We’re on the threshold of summer; and what goes well with summer in Texas? Boating, of course. But before you get on the water, Tim Spice says: put on a life jacket.

A life jacket is something you wear that provides buoyancy if you jumped in the water or fell in the water.

Spice oversees boater education for Texas Parks and Wildlife. People make excuses to avoid wearing life jackets—including that they’re ugly—says Spice. But ask yourself this: is your street cred as a fashionista really more important than your life?

It’s one of the key components of drowning prevention. The Coast Guard estimates that 70% to 80% of the people who drown would be alive if they just wore a life jacket.

Tim Spice says, today’s life jackets are not the awkward, ill-fitting, boxy garments of a generation ago.

There are lots of new life jacket designs out there now. They don’t get in the way; they’re lightweight. Just really neat technology used today. Inflatable life jackets. And if you get into an emergency, or you’re not familiar with your surroundings—a lifejacket will be there to save your life.

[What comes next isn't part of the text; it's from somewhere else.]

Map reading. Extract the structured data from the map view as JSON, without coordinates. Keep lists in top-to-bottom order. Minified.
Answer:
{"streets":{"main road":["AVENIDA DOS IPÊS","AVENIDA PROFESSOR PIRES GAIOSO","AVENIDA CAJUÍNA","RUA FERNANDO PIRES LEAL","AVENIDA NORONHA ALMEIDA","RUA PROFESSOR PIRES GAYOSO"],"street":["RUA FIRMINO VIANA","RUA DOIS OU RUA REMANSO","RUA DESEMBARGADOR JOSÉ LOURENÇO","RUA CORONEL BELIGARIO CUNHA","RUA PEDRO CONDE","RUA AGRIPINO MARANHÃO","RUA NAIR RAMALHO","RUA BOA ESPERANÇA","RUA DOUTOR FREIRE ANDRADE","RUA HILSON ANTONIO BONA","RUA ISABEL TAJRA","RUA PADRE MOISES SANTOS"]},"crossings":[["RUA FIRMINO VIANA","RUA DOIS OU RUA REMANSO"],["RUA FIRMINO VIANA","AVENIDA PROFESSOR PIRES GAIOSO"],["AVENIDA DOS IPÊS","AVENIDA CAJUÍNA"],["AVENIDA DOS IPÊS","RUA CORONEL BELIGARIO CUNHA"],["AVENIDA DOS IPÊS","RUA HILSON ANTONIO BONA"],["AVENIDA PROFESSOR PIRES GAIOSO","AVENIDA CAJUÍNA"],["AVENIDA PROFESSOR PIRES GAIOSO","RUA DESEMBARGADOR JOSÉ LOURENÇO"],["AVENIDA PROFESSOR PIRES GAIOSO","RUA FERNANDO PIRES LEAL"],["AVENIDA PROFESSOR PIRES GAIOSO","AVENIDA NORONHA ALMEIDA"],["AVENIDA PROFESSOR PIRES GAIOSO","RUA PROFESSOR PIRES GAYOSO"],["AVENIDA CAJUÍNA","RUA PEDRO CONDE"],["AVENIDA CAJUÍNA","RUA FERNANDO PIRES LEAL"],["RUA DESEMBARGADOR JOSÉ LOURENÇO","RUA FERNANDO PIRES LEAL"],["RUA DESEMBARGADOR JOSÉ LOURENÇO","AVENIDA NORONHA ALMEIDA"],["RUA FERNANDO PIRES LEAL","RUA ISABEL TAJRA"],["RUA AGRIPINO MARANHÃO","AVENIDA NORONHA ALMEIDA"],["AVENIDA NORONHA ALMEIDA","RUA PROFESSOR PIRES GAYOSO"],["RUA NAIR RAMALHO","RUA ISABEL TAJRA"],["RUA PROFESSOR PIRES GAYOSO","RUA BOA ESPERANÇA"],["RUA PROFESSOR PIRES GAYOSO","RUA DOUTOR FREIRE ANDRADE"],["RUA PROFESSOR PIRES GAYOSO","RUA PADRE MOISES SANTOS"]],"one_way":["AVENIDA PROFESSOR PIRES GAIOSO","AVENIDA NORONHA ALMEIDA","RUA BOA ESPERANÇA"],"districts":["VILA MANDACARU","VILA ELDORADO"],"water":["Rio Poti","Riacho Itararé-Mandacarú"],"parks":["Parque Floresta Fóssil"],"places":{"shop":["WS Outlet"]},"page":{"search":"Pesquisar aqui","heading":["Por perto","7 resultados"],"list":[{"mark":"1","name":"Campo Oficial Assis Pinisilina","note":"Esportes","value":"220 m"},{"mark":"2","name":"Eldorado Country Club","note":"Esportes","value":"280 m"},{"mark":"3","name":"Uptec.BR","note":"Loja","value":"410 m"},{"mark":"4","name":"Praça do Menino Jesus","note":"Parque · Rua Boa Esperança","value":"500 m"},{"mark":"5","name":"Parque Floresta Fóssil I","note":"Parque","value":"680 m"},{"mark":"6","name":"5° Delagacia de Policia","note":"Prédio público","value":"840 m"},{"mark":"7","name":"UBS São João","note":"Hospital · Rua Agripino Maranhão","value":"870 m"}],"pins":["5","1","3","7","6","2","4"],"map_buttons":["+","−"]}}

“Life” is in the name, for goodness sake. Find information on choosing the right lifejacket for you and your family on the Texas Parks and Wildlife website.

The Sport Fish Restoration program supports our series.

For Texas Parks and Wildlife, Cecilia Nasti.

TPW TV- Goliad Paddling Trail

Friday, May 11th, 2018

Enjoying time on the Goliad Paddling Trail

This is Passport to Texas

Goliad State Park and Historic Site was the first park to host an inland paddling trail. The trail meanders along the San Antonio River.

It’s about 6.1 miles of beautiful pristine river. The site here in our park is the take out site. The other developed areas to get on the paddling trail is north of our park. So once you get to the park people have to get off the river unless they want to continue to float with no easy access to get off.

Brenda Justice is park superintendent. Next week the Texas Parks and Wildlife TV series on PBS features the trail and the folks who love it, including Charles Clapsaddle.

The six and a half miles current trail I can make in about an hour and a half, most people take a little over two hours. We will go pretty close to downtown Goliad, a couple of blocks from the courthouse and you wouldn’t know you were near a town. You hear crickets and cicadas and birds, nothing that sounds like humans. It’s a nice friendly river.

Even people new to paddling will enjoy the Goliad Trail.

It’s a coastal stream so it has muddy banks. Grass and trees grow right down to the bank. You usually see a lot of wildlife because of that. It’s good for families. You don’t have to be a skilled canoeist or a kayaker to enjoy the river. Right now we’re just drifting, we’re floating on the current.
Get a sense of the Goliad paddling trail’s serene beauty next week on the Texas Parks and Wildlife TV series on PBS. Check your local listings.

That’s our show…For Texas Parks and Wildlife, Cecilia Nasti.

Texas Boaters: Time to Clean, Drain & Dry

Thursday, May 10th, 2018

Zebra mussels on a boat motor.

This is Passport to Texas

Texans can help to protect their lakes this summer by properly cleaning, draining and drying boats and equipment every time they leave the water.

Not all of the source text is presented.